**TASK GOAL**
Please give the count of lines below with the string "roads" in them, and no other words.

(Saved data entries)
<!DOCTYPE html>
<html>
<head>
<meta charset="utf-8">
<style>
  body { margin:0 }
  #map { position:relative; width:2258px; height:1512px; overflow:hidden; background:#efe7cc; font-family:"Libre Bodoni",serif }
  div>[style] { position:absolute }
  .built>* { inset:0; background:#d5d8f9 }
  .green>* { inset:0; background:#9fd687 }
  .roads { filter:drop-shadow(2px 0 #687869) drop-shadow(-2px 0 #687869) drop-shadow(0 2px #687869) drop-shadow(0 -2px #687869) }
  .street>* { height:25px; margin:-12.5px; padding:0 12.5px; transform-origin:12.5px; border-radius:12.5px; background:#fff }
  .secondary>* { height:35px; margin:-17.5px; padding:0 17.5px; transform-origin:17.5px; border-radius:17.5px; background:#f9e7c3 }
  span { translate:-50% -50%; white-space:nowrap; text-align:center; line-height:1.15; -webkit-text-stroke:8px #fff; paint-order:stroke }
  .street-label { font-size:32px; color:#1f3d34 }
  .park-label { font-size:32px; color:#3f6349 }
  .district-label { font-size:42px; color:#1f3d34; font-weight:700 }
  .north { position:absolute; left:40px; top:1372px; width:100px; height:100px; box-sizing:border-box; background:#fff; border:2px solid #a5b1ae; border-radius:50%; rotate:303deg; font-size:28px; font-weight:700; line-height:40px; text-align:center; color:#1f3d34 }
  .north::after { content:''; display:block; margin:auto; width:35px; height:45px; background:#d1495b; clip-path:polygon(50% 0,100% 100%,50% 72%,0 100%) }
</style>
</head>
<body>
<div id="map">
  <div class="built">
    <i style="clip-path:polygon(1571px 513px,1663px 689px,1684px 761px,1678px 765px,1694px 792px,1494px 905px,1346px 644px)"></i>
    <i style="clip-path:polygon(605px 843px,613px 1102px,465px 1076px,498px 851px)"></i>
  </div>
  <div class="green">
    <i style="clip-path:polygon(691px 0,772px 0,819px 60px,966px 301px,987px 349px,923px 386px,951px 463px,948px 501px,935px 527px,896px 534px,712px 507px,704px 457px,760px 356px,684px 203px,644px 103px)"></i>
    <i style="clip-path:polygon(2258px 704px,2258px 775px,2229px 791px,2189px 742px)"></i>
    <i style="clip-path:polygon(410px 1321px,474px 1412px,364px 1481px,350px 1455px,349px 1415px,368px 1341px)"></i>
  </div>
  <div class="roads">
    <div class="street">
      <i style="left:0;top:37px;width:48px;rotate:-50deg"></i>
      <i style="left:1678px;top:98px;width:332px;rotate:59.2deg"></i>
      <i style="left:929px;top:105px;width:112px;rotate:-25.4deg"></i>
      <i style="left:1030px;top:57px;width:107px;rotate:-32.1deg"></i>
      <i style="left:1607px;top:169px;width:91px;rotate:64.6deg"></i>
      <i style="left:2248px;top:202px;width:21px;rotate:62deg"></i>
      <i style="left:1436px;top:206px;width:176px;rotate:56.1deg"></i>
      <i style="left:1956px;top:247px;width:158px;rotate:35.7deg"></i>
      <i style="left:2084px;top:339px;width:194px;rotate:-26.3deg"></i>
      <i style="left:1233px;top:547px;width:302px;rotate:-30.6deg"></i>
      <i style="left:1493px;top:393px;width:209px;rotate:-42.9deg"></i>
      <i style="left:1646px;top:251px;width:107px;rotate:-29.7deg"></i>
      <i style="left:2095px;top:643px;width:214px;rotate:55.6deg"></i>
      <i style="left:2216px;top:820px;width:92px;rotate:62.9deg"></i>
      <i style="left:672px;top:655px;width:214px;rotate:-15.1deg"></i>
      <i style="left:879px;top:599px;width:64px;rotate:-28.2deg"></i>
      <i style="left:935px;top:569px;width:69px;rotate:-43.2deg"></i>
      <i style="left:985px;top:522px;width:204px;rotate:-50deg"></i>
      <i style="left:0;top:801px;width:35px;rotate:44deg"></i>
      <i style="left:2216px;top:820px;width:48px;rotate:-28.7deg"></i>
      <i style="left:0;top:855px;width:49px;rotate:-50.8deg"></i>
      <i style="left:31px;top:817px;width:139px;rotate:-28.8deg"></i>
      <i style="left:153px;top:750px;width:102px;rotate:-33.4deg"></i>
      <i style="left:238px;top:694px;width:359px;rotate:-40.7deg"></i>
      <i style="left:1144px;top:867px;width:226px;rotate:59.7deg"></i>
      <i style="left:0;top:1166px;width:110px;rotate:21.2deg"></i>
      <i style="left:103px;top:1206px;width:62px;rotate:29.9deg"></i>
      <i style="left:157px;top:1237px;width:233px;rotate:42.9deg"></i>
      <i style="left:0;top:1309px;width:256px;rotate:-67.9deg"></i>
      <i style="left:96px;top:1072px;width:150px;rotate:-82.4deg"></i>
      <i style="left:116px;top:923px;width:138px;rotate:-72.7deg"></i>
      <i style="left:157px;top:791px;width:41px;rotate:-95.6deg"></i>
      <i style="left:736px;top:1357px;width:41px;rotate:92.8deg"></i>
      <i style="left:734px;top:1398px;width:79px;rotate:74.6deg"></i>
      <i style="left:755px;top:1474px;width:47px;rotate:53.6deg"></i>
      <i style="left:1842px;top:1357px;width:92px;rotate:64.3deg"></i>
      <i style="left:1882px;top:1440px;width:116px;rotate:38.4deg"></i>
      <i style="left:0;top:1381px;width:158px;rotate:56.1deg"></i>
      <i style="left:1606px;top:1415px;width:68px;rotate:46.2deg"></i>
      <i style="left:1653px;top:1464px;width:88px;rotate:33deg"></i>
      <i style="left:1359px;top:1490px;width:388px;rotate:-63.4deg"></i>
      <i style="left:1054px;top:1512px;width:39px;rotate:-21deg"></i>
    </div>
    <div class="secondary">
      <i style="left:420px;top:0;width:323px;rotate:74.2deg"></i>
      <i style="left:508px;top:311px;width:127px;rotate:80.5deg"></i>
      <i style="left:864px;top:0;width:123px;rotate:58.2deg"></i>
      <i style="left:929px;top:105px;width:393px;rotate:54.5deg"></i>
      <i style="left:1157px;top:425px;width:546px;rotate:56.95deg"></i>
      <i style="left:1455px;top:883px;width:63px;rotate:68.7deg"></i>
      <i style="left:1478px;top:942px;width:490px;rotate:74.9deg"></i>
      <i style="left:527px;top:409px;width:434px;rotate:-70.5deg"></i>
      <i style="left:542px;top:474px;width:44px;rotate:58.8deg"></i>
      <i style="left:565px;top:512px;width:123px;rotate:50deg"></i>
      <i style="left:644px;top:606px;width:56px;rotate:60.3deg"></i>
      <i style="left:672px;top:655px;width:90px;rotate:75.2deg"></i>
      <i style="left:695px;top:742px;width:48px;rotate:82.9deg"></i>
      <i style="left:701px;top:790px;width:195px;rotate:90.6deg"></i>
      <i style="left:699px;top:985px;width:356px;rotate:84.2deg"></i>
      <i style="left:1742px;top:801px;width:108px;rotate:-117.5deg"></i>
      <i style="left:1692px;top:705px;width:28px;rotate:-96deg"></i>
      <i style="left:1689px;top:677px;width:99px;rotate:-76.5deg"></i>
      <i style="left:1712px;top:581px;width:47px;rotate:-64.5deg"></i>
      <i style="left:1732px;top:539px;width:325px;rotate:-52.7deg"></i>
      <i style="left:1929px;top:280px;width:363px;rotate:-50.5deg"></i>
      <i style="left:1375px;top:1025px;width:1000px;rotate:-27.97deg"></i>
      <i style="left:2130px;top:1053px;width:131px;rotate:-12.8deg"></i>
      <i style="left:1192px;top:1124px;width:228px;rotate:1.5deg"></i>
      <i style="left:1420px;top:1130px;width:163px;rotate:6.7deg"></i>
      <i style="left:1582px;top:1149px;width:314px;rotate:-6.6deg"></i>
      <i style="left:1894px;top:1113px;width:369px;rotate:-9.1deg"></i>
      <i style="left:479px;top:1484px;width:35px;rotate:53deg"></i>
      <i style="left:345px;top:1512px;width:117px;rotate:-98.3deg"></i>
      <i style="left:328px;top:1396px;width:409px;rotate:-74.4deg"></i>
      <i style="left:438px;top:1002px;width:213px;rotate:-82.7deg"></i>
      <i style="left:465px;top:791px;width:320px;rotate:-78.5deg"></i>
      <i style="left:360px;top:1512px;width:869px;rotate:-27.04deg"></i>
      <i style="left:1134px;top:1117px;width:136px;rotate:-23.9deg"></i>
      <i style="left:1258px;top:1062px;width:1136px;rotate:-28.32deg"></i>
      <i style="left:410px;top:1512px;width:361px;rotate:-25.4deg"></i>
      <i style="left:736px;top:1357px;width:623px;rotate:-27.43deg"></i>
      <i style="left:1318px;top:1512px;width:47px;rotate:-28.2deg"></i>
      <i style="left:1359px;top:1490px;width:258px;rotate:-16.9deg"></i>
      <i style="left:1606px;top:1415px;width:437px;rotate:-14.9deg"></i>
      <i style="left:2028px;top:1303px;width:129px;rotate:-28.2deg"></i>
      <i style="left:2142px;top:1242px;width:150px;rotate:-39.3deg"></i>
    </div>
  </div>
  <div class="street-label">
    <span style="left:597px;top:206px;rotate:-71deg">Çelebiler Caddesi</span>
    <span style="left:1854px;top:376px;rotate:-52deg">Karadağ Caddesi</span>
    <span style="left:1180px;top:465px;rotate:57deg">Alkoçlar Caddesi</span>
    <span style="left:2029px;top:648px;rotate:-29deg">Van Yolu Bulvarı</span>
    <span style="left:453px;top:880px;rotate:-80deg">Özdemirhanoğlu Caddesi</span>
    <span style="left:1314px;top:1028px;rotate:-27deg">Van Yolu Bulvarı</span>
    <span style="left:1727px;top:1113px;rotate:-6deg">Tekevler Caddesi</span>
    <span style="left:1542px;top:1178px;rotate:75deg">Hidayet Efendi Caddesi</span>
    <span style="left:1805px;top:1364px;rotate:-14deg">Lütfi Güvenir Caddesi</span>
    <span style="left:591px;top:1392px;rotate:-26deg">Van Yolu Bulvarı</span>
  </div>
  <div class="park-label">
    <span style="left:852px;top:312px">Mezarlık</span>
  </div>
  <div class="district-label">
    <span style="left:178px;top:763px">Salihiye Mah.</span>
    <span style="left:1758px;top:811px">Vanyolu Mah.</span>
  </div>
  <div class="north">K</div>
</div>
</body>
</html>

**RESPONSE FOR THIS EXERCISE**
2